Whether a voter expresses disdain by jotting a comment or writing in Mickey Mouse, “all it does is slow us down,” Dalton said.

She thinks the problem might be reduced by counting write-in votes only for candidates who file a declaration 20 days before the election. That would require a change in state law.

“We need to review all of the laws concerning write-ins because this is taking a considerable amount of time,” Dalton said.

She believes the Legislature also could help with the biggest bottleneck of all: verifying signatures on ballot envelopes.

Available technology could automate a time-consuming process in which teams use scanned images to compare ballot-envelope signatures with those on voter registration cards.

Dalton said her staff can verify only 15,000 to 20,000 signatures a day, and about half of the ballots cast in any election arrive in the last three days.

Spokane County can’t begin counting votes until the day of the election because its tabulation machines require results to be recorded daily. State law allows no early tabulation if election officials can see the preliminary totals.

More sophisticated tabulating machines – in use by some of the state’s larger counties – can process ballots early because they don’t prepare any totals until Election Day.

King County Elections Office spokeswoman Kim Van Ekstrom said the county’s 16 tabulators have been able to process ballots within a day and a half of their arrival.

Electronic correction of problem ballots speeds up the work in King County. Although some hand duplication is still necessary, many ballot problems can be corrected in scanned images without creating a new paper ballot.

Signature verification remains a bottleneck throughout the state, though.

Dalton said signature-checking software used by banks could do about 80 percent of the work automatically if elections offices had enough signature samples.

“That would probably be the single most effective improvement to speed up tabulation of the ballots,” Dalton said.

Workers would have to check only the rejected signatures and a random sample of the accepted ones.

Dalton said the problem is that signature-checking software would need five to 15 samples from each voter, and state law limits election offices to signatures on voter registration cards. Some of those are decades old and cluttered with extraneous marks.

The easiest solution, Dalton believes, would be to allow election offices to collect ballot-envelope signatures after election workers verify them. For most voters, she estimates it would take two to three years to get the minimum number of signatures needed.

Dalton said she plans to seek enabling legislation in the four-year term to which she was just re-elected.

Another piece of legislation that might help is Secretary of State Sam Reed’s suggestion to require ballots to be returned by Election Day.

But Dalton said that “really doesn’t make a hill of beans of difference” if ballots aren’t processed faster once they are received.

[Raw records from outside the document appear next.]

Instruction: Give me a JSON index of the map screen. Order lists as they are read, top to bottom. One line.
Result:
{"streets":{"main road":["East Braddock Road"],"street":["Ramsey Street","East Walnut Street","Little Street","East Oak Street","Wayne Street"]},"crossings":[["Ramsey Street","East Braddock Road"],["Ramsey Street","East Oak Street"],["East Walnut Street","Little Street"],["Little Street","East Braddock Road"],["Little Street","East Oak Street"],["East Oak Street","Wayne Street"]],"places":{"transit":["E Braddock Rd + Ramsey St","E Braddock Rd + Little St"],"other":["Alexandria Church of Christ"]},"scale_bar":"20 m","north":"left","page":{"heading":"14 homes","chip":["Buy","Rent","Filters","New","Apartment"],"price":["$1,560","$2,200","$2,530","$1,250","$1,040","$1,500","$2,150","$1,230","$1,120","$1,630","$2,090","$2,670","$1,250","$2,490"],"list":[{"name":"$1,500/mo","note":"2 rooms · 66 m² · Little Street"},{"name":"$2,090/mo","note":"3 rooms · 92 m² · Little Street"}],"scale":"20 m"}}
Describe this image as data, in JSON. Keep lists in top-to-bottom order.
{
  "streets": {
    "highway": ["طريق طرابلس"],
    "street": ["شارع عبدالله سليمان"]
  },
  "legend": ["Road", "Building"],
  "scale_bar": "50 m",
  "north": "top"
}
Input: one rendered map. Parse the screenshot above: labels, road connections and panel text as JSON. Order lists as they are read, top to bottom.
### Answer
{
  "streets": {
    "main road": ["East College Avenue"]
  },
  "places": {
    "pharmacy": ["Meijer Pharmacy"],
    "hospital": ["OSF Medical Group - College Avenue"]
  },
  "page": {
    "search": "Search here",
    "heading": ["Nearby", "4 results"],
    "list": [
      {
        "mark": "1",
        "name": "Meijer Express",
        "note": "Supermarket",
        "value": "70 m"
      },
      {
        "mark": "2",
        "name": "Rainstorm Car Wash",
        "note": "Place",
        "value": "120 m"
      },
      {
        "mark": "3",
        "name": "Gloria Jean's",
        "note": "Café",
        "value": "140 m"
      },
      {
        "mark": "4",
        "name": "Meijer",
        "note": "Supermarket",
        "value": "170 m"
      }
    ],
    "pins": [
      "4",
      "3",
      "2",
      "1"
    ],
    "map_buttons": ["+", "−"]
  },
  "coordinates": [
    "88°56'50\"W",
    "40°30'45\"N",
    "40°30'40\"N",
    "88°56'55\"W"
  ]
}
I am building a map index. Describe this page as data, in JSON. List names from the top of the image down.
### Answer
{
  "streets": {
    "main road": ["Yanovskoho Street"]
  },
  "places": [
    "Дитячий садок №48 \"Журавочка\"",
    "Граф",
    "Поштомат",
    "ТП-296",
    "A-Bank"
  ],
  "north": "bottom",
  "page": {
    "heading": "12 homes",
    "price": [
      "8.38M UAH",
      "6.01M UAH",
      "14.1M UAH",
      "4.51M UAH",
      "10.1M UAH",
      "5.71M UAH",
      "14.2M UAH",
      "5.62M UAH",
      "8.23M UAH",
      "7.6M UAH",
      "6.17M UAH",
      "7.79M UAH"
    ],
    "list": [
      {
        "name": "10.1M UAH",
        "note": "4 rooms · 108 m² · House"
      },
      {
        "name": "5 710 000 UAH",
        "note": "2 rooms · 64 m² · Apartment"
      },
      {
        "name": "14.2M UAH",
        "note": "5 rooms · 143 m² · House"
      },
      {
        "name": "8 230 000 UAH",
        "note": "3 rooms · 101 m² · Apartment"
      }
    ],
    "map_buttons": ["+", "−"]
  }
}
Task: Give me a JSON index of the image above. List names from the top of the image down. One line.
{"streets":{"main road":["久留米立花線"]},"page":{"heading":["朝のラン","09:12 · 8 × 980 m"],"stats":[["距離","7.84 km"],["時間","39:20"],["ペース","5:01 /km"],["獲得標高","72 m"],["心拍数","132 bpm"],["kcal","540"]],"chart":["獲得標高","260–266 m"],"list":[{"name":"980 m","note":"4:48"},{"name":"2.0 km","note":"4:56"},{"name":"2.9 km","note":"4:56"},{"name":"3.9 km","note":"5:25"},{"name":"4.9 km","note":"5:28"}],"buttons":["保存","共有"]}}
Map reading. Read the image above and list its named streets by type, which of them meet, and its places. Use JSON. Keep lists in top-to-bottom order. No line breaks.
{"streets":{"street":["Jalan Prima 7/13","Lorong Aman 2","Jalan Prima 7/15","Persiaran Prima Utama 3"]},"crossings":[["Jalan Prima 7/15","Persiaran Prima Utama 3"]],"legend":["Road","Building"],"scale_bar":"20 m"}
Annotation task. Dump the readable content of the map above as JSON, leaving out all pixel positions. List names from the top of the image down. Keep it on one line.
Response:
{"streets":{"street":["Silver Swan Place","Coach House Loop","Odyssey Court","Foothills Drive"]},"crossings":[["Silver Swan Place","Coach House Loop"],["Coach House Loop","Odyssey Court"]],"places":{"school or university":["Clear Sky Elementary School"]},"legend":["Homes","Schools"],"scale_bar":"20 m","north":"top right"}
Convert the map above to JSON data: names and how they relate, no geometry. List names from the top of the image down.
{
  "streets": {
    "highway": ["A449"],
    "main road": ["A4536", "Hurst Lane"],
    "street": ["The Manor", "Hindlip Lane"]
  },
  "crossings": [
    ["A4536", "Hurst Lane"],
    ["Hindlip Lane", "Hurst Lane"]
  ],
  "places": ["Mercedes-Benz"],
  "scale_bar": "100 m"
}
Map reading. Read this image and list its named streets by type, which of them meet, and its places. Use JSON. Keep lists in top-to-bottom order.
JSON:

Less processing is another possibility. Some states don’t have as much sympathy for voters who fail to follow instructions.

“I think it’s a discussion that needs to happen,” Dalton said. “Are we going too far in trying to salvage every mark on a ballot?”

Dalton favors an abundance of caution to avoid having an outcome turned around by a recount.

However, she said, “There are not many states that go to the extent that we do.”